Collected data
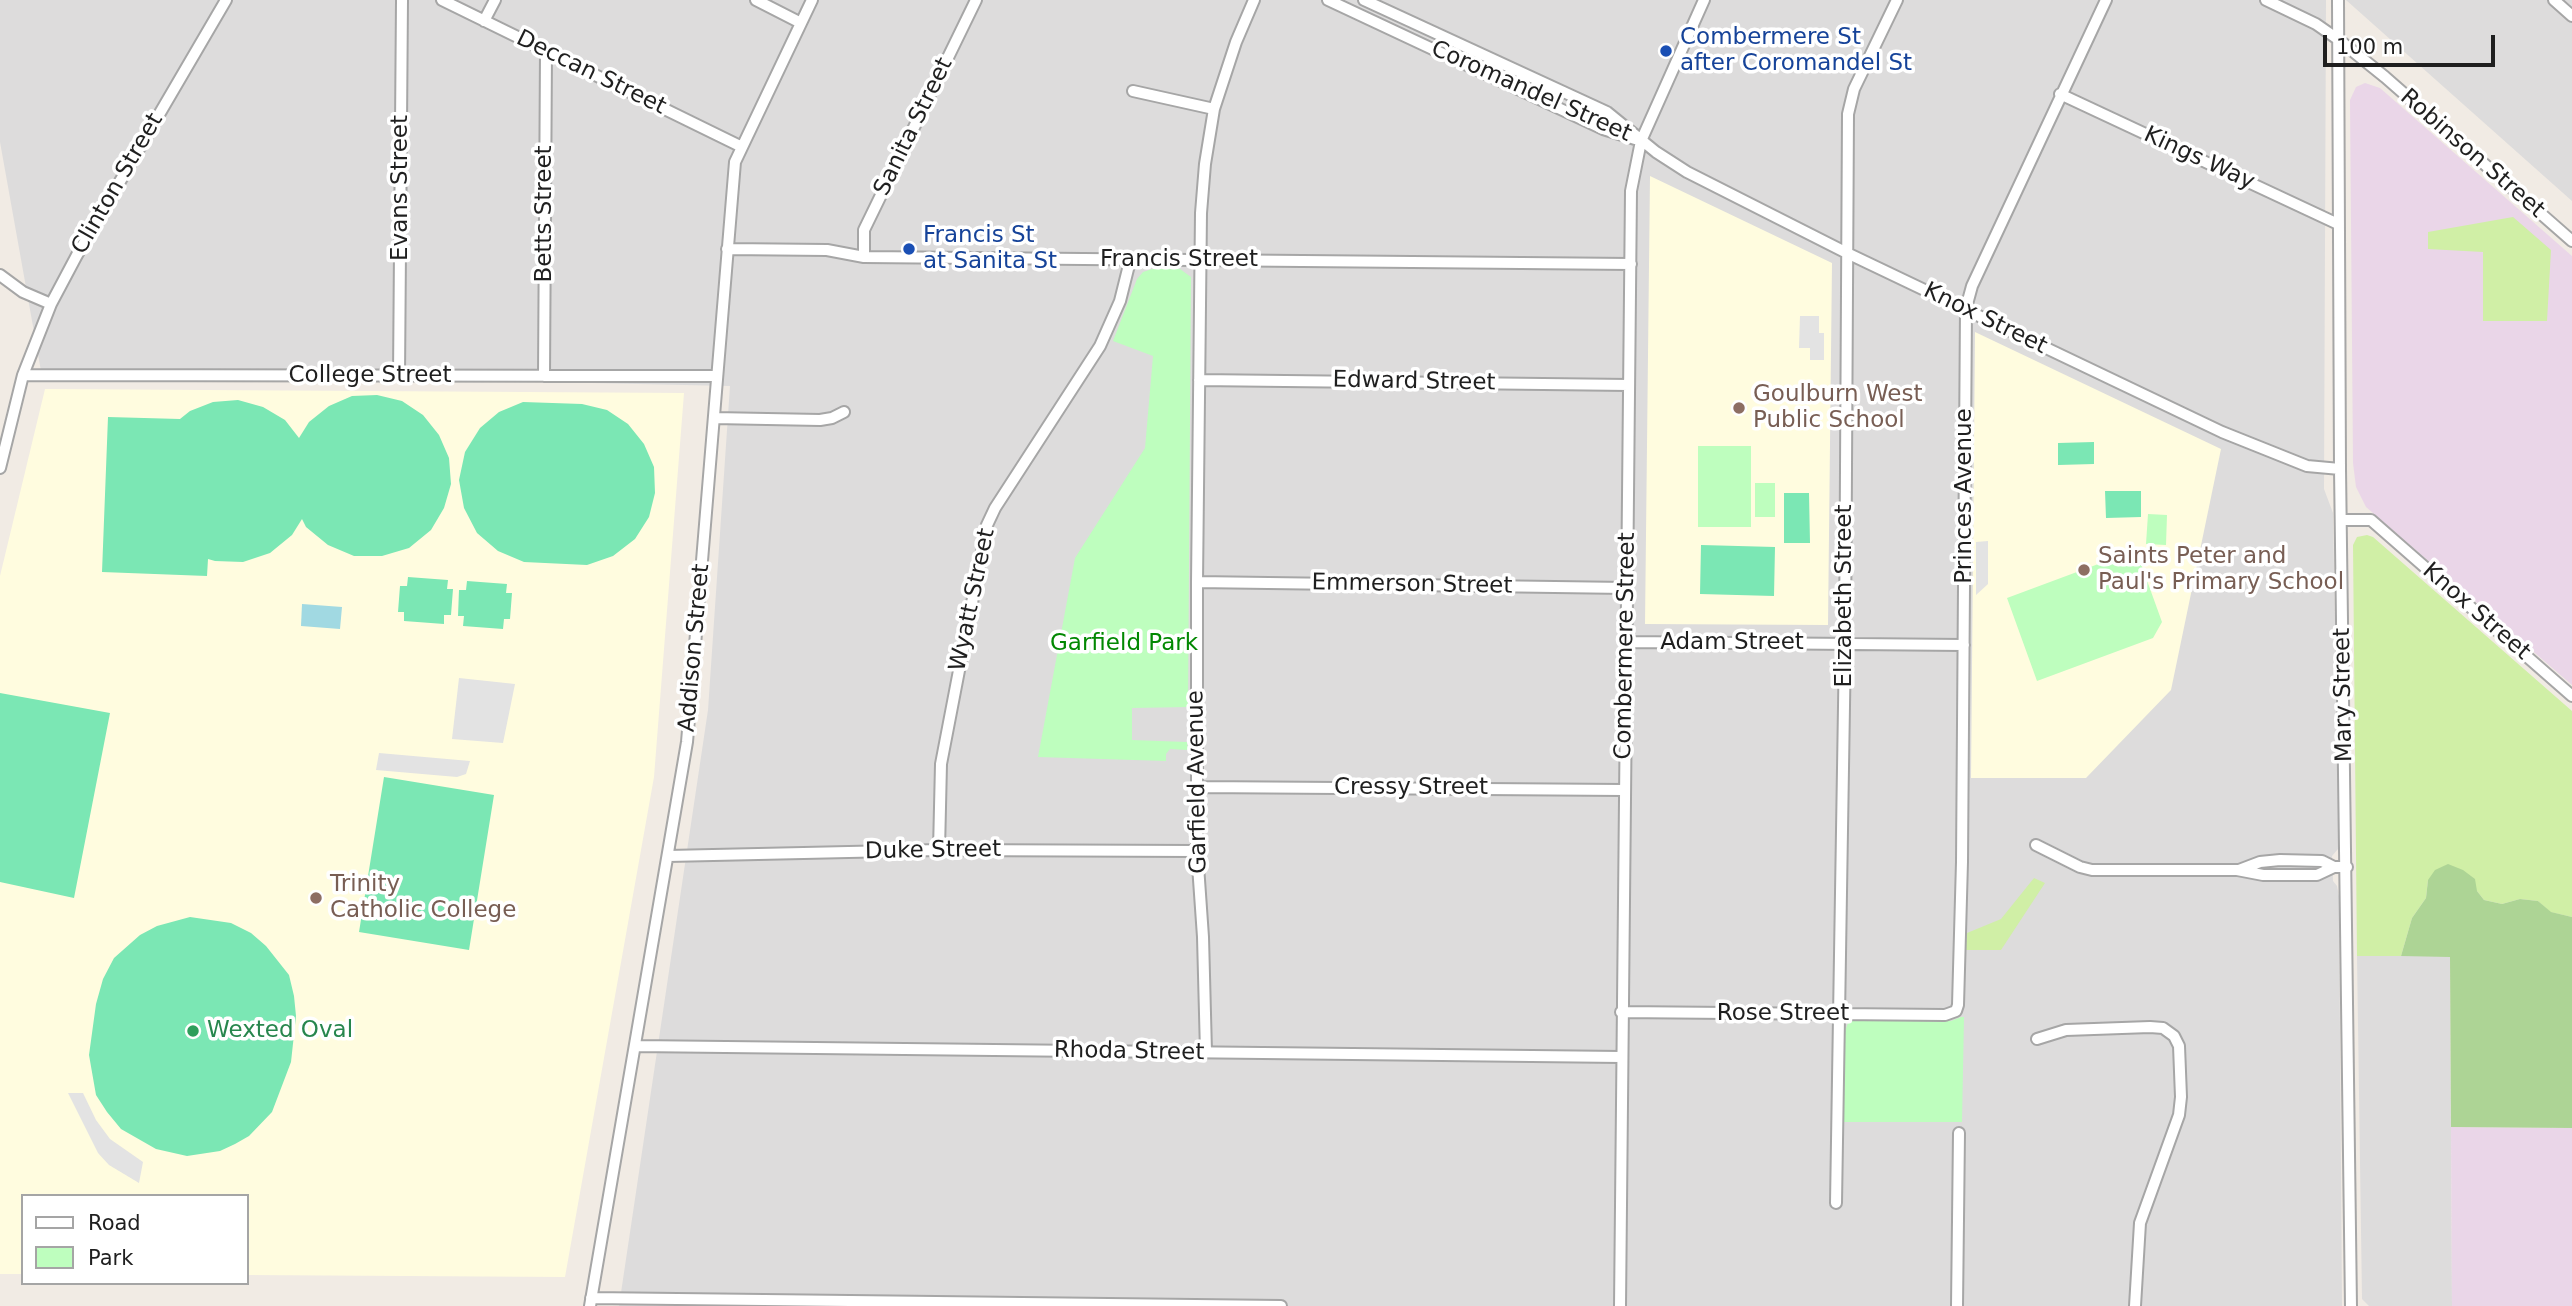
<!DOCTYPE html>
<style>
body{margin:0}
#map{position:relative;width:2572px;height:1306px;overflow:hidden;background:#f1ebe4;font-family:"DejaVu Sans",sans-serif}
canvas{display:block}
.legend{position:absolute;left:21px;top:1194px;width:228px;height:91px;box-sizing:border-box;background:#fff;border:2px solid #a5a5a5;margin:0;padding:9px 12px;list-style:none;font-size:21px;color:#1f1f1f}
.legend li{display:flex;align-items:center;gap:14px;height:35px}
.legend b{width:35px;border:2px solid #a5a5a5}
.scale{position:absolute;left:2323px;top:35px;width:172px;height:32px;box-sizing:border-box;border:4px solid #1f1f1f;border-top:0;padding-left:9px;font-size:21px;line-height:24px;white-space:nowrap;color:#1f1f1f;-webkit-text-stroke:5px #fff;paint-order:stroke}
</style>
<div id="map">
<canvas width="2572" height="1306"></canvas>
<ul class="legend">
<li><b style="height:9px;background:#fff"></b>Road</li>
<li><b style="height:19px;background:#befebe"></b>Park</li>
</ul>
<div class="scale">100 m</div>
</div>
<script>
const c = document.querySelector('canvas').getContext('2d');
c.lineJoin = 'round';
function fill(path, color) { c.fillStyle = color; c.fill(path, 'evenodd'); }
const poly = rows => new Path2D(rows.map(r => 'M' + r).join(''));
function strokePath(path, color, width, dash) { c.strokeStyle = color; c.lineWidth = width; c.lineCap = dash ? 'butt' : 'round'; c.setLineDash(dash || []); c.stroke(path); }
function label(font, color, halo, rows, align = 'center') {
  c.font = font + ' "DejaVu Sans",sans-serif'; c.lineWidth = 7; c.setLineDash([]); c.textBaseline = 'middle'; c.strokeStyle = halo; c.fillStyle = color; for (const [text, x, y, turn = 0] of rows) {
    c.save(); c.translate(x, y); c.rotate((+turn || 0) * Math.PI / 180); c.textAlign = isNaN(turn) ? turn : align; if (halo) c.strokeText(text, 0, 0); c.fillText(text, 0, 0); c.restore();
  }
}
fill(poly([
 [0,0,2326,0,2324,489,2333,513,2339,842,2338,849,2332,856,2333,881,2337,886,2339,896,2342,1306,619,1306,708,710,730,386,41,371,0,142],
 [2346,0,2572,0,2572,201],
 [2357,956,2450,956,2452,1306,2369,1306,2362,1299]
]), '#dddcdc');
fill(poly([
 [2365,83,2380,88,2572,256,2572,685,2366,507,2356,487,2353,463,2350,100,2356,87],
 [2451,1127,2572,1128,2572,1306,2452,1306]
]), '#ead6e8');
fill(poly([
 [1650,176,1832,263,1828,625,1645,624],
 [1975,332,2221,449,2171,690,2086,778,1971,778],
 [45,389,684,393,654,777,565,1277,247,1275,247,1196,23,1196,23,1274,0,1274,0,576]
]), '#fffcdf');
fill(poly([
 [2513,217,2551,250,2547,321,2483,321,2483,252,2428,249,2428,232],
 [2367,535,2373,537,2572,711,2572,917,2550,912,2538,901,2520,899,2502,904,2484,900,2477,891,2428,880,2426,898,2412,918,2401,956,2357,956,2353,545,2357,537],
 [2034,878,2045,883,2001,950,1965,950,1967,933,2001,919]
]), '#d0efa6');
fill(poly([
 [2448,864,2463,870,2475,879,2477,891,2484,900,2502,904,2520,899,2538,901,2551,912,2572,917,2572,1128,2451,1127,2450,957,2401,956,2412,918,2426,898,2428,880,2435,870]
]), '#add495');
fill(poly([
 [1152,269,1180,269,1191,277,1188,707,1132,708,1132,740,1187,742,1188,750,1170,749,1166,754,1166,761,1038,757,1075,558,1145,448,1153,356,1113,341,1137,279,1143,272],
 [1698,446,1751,446,1751,527,1698,527],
 [1755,483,1775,483,1775,517,1755,517],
 [2148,514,2167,515,2166,545,2146,544],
 [2136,550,2162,622,2153,638,2037,681,2007,598],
 [1961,1017,1964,1017,1962,1122,1843,1122,1844,1034,1848,1023,1855,1019,1951,1021]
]), '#befebe');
fill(poly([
 [377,395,402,401,423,415,439,435,449,458,451,484,444,508,431,530,409,548,382,556,354,556,328,545,306,527,302,519,292,535,270,553,243,562,215,561,208,559,207,576,102,572,108,417,180,419,190,411,213,402,238,400,263,407,285,420,299,438,309,422,329,406,352,396],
 [523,402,582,404,607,410,628,424,644,444,654,467,655,493,649,517,635,539,613,556,587,565,524,562,498,551,477,533,464,508,459,480,465,452,480,428,499,412],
 [2094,442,2094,464,2058,465,2058,443],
 [2105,491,2141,491,2141,517,2106,518],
 [1784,493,1809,493,1810,543,1784,543],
 [1701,545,1775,547,1774,596,1700,594],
 [408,577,448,580,447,589,453,589,451,615,444,615,444,624,404,621,404,612,398,612,400,586,407,586],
 [467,581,507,584,506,593,512,593,510,619,504,619,503,629,463,626,464,616,458,616,459,590,466,590],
 [0,693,110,713,74,898,0,882],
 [384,777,494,795,469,950,359,932],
 [190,917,231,923,251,933,266,946,289,975,294,996,296,1016,291,1062,272,1112,249,1136,235,1144,220,1151,187,1156,156,1149,121,1129,107,1112,96,1095,89,1055,96,1004,103,979,114,958,140,935,157,926]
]), '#7be7b4');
fill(poly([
 [1800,316,1819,316,1819,333,1824,333,1824,360,1810,360,1810,348,1799,348],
 [1988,541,1988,584,1976,595,1976,542],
 [459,678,515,684,503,743,452,739],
 [379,753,470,761,466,774,457,777,376,770],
 [68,1093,83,1093,96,1120,110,1139,143,1162,139,1183,109,1165,98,1153]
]), '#e3e3e3');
fill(poly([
 [302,604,342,607,340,629,301,626]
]), '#a1d9e2');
const minor = poly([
 [442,0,740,146],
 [756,0,801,23],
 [1328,0,1603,129,1635,139],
 [1364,0,1607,112,1656,152,1687,172,1847,253,2222,432,2307,466,2340,469],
 [2266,0,2316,24,2339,40,2385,77,2572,241],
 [2338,0,2340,469,2351,1306],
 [2554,0,2572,16],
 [484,21,495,0],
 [1133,91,1214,109],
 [2060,94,2338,224],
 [727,249,827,250,864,257,1631,264],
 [864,257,864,230,976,0],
 [0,275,23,292,51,304],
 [23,375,717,376],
 [399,376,402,0],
 [544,376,546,51],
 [1199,380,1629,385],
 [714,418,820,420,832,418,844,412],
 [0,468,23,375,51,304,77,255,226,0],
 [2342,520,2371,520,2572,696],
 [1197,582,1626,588],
 [1626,642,1964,645],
 [1197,787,1624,790],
 [2036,845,2080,867,2092,870,2237,870,2263,875,2317,875,2334,867,2347,867],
 [939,850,941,764,987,525,995,508,1100,346,1120,301,1130,261],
 [668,856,939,850,1197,851],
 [2239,870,2260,862,2280,860,2322,861,2334,867],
 [1621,1012,1945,1015,1956,1011,1958,1005,1962,862,1966,308,1972,286,2106,0],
 [2037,1039,2066,1030,2150,1027,2163,1028,2174,1036,2179,1046,2181,1097,2179,1115,2140,1223,2135,1306],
 [636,1046,1621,1057],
 [1206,1052,1203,937,1197,851,1197,582,1201,213,1205,164,1214,109,1236,42,1254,0],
 [1836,1203,1845,644,1848,114,1854,89,1897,0],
 [591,1298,1281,1306],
 [590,1306,687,742,735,162,812,0],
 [1620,1306,1631,191,1641,141,1704,0],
 [1957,1306,1959,1133]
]);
strokePath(minor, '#a6a6a6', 14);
strokePath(minor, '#fff', 10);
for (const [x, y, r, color] of [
 [1666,51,7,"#1a4fb4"],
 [909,249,7,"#1a4fb4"],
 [1739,408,7,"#8d6e63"],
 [2084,570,7,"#8d6e63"],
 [316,898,7,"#8d6e63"],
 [193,1031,7,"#2e9e5b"]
]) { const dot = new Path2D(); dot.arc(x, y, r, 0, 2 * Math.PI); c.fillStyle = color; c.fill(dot); strokePath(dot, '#fff', 2.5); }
label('23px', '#164399', '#fff', [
 ["Combermere St",1680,38],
 ["after Coromandel St",1680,64],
 ["Francis St",923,236],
 ["at Sanita St",923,262]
], 'left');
label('23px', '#1f1f1f', '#fff', [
 ["Deccan Street",591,73,26],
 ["Coromandel Street",1531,92,24],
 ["Sanita Street",914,127,-64],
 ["Robinson Street",2472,154,41],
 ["Kings Way",2199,159,25],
 ["Clinton Street",118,184,-60],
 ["Evans Street",401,188,-90],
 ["Betts Street",545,214,-90],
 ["Francis Street",1179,260],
 ["Knox Street",1985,319,26],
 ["College Street",370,376],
 ["Edward Street",1414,382,1],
 ["Princes Avenue",1965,496,-90],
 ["Emmerson Street",1412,585,1],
 ["Elizabeth Street",1845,596,-90],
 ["Wyatt Street",973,600,-78],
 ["Knox Street",2476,612,41],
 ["Adam Street",1732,643],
 ["Combermere Street",1626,646,-89],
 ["Addison Street",695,648,-85],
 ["Mary Street",2344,695,-91],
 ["Garfield Avenue",1198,782,-91],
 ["Cressy Street",1411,788],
 ["Duke Street",933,851,-1],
 ["Rose Street",1783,1014],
 ["Rhoda Street",1129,1052,1]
]);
label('23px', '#785e54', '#fff', [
 ["Goulburn West",1753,395],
 ["Public School",1753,421],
 ["Saints Peter and",2098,557],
 ["Paul's Primary School",2098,583],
 ["Trinity",330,885],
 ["Catholic College",330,911]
], 'left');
label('23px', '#028802', '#fff', [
 ["Garfield Park",1124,644]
]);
label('23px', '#27864d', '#fff', [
 ["Wexted Oval",207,1031]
], 'left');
</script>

▶ **To do**
Above are lines of data; count those that hold "setLineDash" and answer with the number only.

▶ **Reply to the exercise**
2